*** DATA RECORDS ***

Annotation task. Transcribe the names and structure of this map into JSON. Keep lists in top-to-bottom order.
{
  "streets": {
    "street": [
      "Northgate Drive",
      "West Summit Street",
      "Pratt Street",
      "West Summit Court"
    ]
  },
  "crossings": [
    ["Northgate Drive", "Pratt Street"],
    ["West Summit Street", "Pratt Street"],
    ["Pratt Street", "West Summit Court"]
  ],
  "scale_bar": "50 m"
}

*** End of DATA RECORDS ***

-- YOUR GOAL --
Could you copy out all of the records above exactly?

-- SOLUTION FOR THIS EXERCISE --
Annotation task. Transcribe the names and structure of this map into JSON. Keep lists in top-to-bottom order.
{
  "streets": {
    "street": [
      "Northgate Drive",
      "West Summit Street",
      "Pratt Street",
      "West Summit Court"
    ]
  },
  "crossings": [
    ["Northgate Drive", "Pratt Street"],
    ["West Summit Street", "Pratt Street"],
    ["Pratt Street", "West Summit Court"]
  ],
  "scale_bar": "50 m"
}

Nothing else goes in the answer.